* [What this task involves]: Scan the entries for the word "elements", and copy every line where it appears.

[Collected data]
§

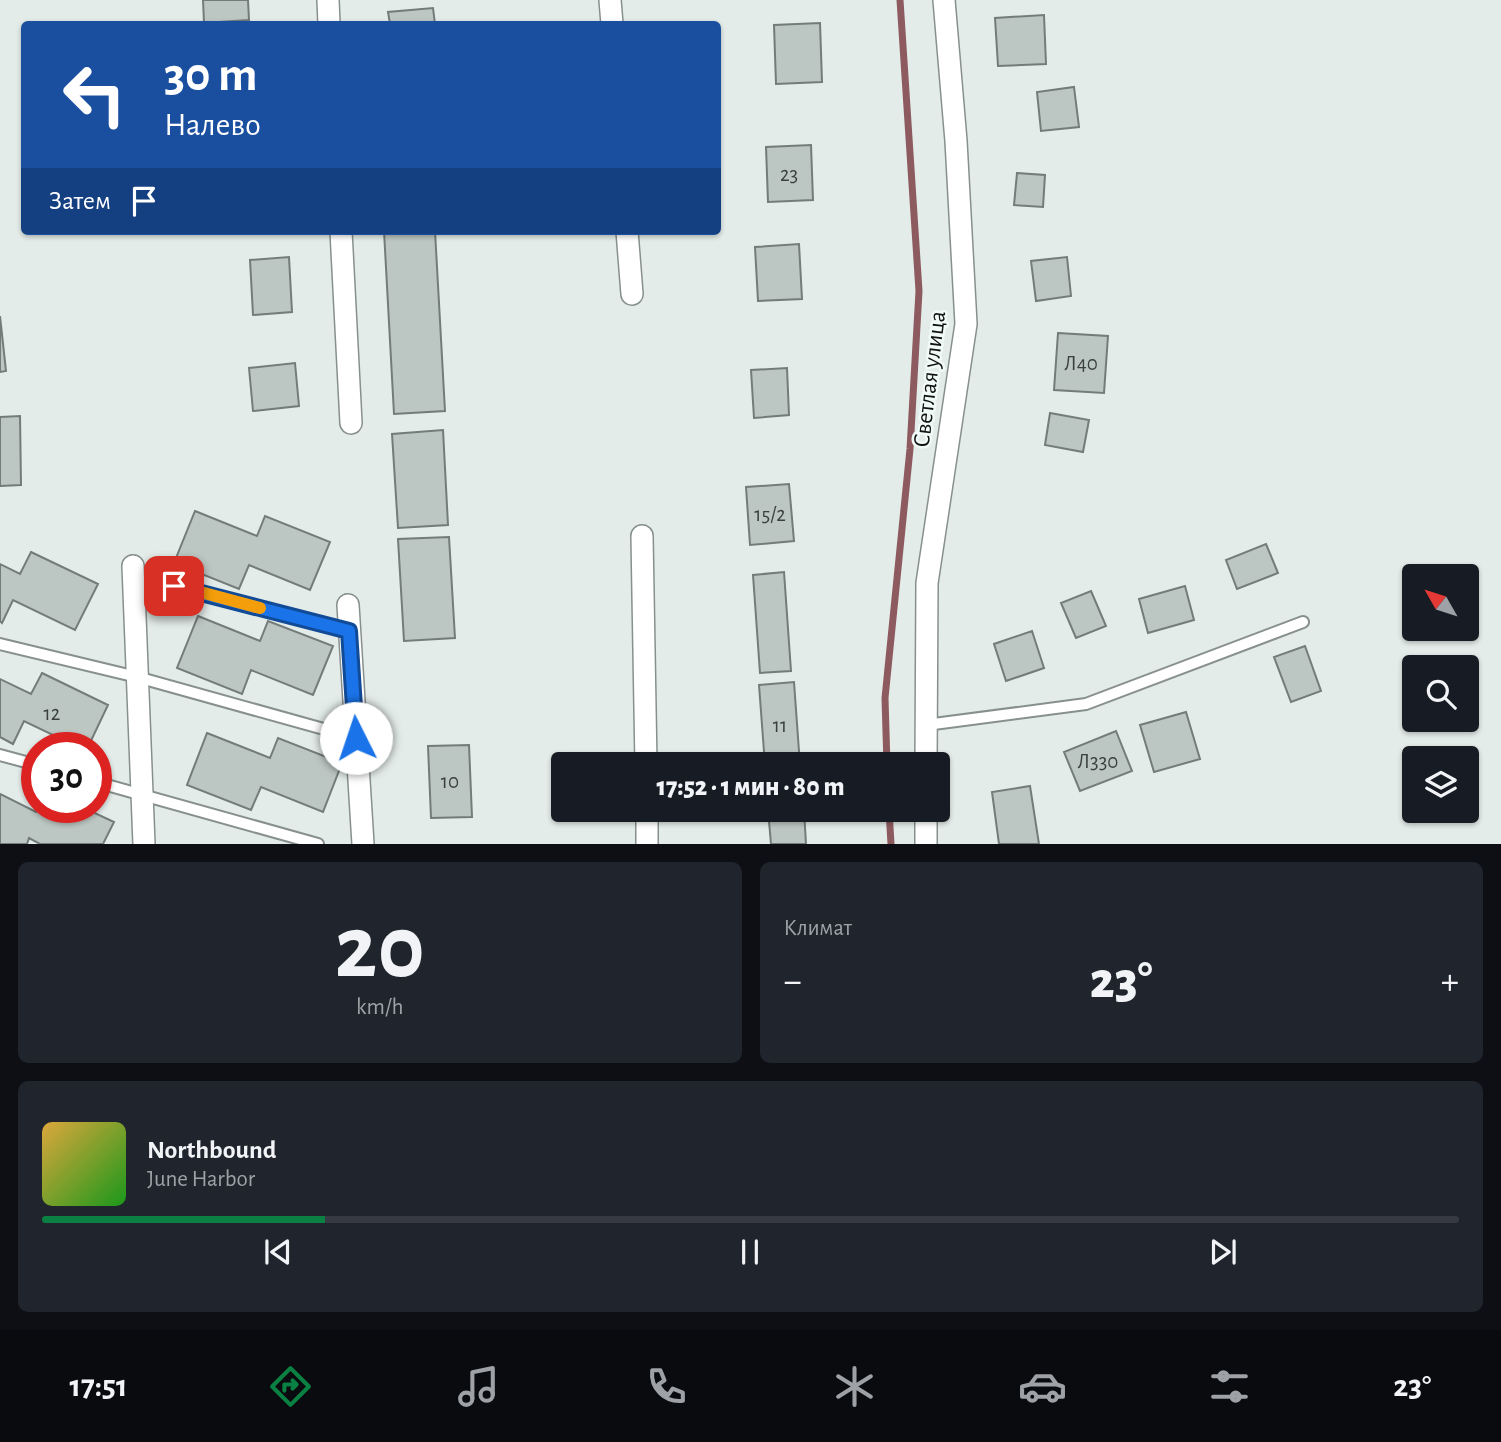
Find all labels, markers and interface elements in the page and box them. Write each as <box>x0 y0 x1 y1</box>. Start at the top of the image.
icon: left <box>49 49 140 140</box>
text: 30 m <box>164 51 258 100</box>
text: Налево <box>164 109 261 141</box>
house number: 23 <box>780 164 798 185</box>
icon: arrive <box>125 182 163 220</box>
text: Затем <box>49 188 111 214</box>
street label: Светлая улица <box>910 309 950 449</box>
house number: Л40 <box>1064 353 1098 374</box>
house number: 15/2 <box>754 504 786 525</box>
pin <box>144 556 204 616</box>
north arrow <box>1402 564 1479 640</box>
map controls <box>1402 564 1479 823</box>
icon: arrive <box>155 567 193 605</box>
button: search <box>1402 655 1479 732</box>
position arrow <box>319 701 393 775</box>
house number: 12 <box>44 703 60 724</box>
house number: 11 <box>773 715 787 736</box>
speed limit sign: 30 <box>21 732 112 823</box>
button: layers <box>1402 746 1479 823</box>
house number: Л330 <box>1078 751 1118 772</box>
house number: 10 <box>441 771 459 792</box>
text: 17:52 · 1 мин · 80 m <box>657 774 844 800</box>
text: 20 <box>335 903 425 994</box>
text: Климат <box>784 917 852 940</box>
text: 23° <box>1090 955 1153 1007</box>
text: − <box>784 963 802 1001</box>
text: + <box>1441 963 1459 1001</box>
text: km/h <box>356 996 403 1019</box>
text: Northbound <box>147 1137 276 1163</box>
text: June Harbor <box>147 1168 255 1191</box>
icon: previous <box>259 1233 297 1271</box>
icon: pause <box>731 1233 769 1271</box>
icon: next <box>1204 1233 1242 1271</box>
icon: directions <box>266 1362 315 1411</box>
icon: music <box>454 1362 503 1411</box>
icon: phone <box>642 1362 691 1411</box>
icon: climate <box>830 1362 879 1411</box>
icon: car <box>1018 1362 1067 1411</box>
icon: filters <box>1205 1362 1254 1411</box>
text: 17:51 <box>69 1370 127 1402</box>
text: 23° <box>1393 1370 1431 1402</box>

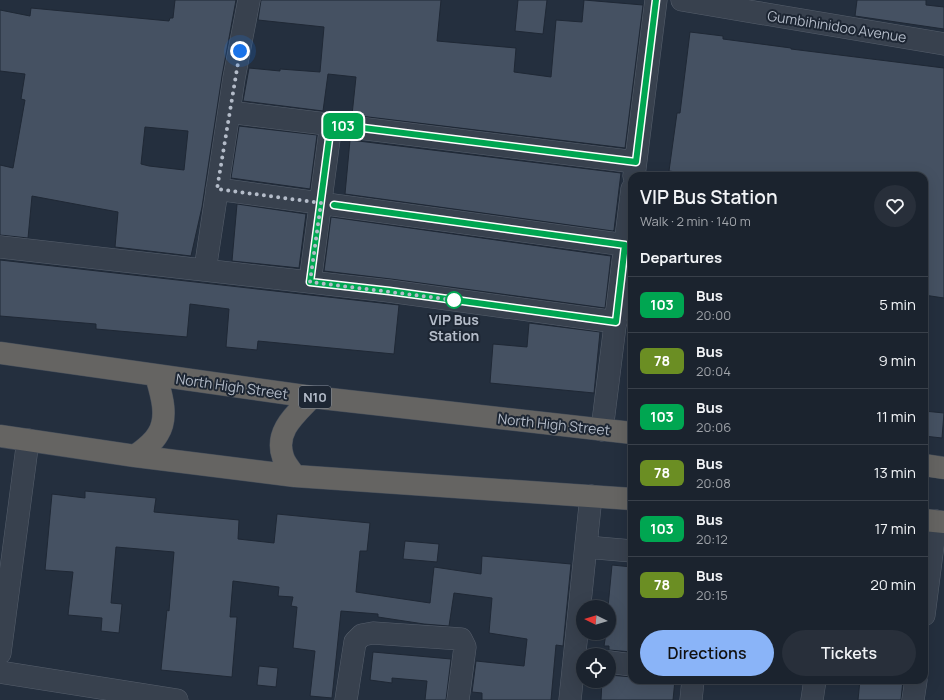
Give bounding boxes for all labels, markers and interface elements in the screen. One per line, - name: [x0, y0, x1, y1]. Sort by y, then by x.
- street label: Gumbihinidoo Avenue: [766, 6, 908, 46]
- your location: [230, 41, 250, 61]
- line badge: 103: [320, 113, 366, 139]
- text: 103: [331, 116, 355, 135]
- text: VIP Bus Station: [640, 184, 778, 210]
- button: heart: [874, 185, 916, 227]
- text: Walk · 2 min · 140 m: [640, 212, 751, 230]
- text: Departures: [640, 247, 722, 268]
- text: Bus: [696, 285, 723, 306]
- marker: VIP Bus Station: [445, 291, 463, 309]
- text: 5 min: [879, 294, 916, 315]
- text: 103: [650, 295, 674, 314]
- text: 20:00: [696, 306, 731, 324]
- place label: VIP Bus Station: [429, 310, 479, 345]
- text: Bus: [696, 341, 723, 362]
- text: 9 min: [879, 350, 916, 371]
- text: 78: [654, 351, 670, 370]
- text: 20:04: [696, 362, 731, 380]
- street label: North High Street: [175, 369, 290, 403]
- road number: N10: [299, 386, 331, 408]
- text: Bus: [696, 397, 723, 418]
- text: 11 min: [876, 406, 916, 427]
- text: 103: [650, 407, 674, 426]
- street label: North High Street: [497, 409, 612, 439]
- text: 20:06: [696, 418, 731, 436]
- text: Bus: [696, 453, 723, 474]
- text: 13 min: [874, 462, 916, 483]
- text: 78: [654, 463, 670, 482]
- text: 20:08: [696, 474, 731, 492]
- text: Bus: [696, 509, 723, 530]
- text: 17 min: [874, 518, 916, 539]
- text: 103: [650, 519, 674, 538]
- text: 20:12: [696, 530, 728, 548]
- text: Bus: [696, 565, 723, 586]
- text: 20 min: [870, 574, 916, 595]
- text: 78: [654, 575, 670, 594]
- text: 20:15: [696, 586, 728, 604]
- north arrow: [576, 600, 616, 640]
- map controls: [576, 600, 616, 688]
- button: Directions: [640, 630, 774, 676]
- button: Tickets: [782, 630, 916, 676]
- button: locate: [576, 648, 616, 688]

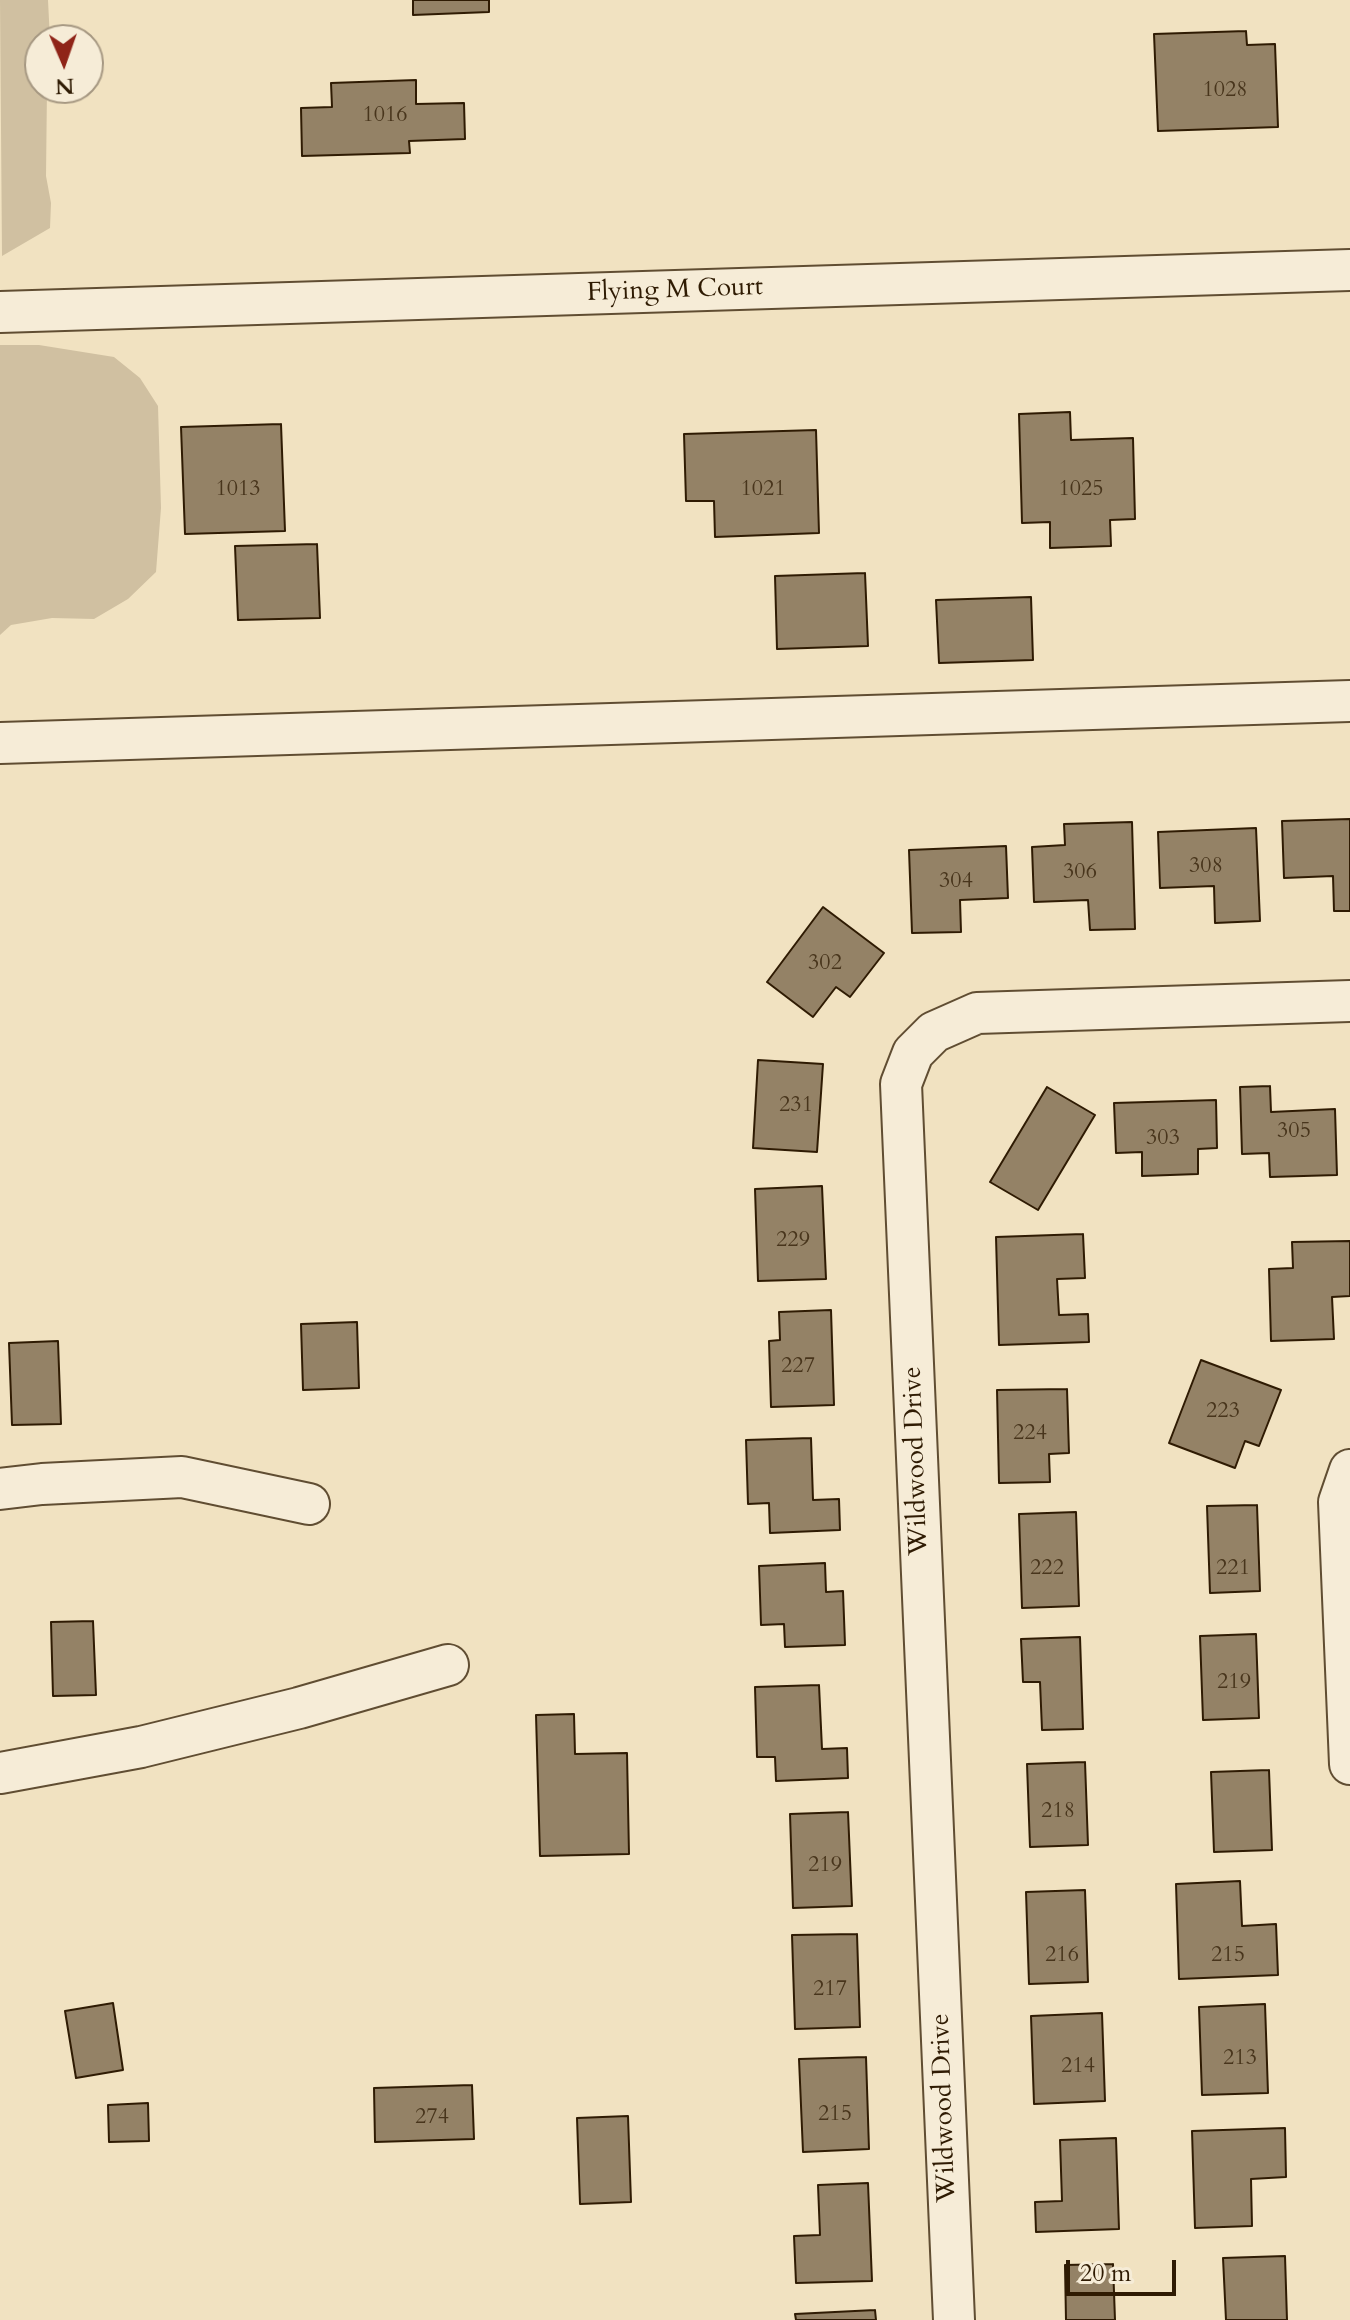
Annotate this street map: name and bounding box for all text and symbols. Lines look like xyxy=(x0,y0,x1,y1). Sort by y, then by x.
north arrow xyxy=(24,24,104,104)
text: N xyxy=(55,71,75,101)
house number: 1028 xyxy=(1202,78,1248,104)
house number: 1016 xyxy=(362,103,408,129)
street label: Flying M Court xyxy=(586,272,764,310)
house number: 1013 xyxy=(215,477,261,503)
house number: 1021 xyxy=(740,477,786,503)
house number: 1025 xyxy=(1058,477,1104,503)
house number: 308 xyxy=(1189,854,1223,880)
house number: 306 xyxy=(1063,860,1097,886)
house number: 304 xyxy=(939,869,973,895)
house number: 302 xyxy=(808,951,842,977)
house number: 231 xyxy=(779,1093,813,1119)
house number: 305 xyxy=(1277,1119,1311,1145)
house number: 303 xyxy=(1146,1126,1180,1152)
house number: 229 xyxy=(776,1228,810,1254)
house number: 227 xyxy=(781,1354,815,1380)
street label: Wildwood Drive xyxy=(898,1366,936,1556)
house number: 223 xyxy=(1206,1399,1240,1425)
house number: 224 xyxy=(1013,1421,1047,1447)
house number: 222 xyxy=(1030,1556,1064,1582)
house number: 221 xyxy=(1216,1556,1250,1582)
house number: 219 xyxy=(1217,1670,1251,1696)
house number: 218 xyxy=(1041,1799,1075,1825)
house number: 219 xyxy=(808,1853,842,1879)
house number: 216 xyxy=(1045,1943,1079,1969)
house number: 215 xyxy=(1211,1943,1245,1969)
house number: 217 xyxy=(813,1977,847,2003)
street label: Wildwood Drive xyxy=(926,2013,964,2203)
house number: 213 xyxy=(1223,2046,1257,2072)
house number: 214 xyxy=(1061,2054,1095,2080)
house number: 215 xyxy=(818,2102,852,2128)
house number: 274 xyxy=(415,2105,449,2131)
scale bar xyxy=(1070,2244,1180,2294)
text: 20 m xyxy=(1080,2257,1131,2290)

§

* [Written solution]:
Find all labels, markers and interface elements in the page and box them. Write each as <box>x0 y0 x1 y1</box>. Start at the top of the image.
Give bounding boxes for all labels, markers and interface elements in the screen. One per line, - name: [x0, y0, x1, y1]. Sort by y, then by x.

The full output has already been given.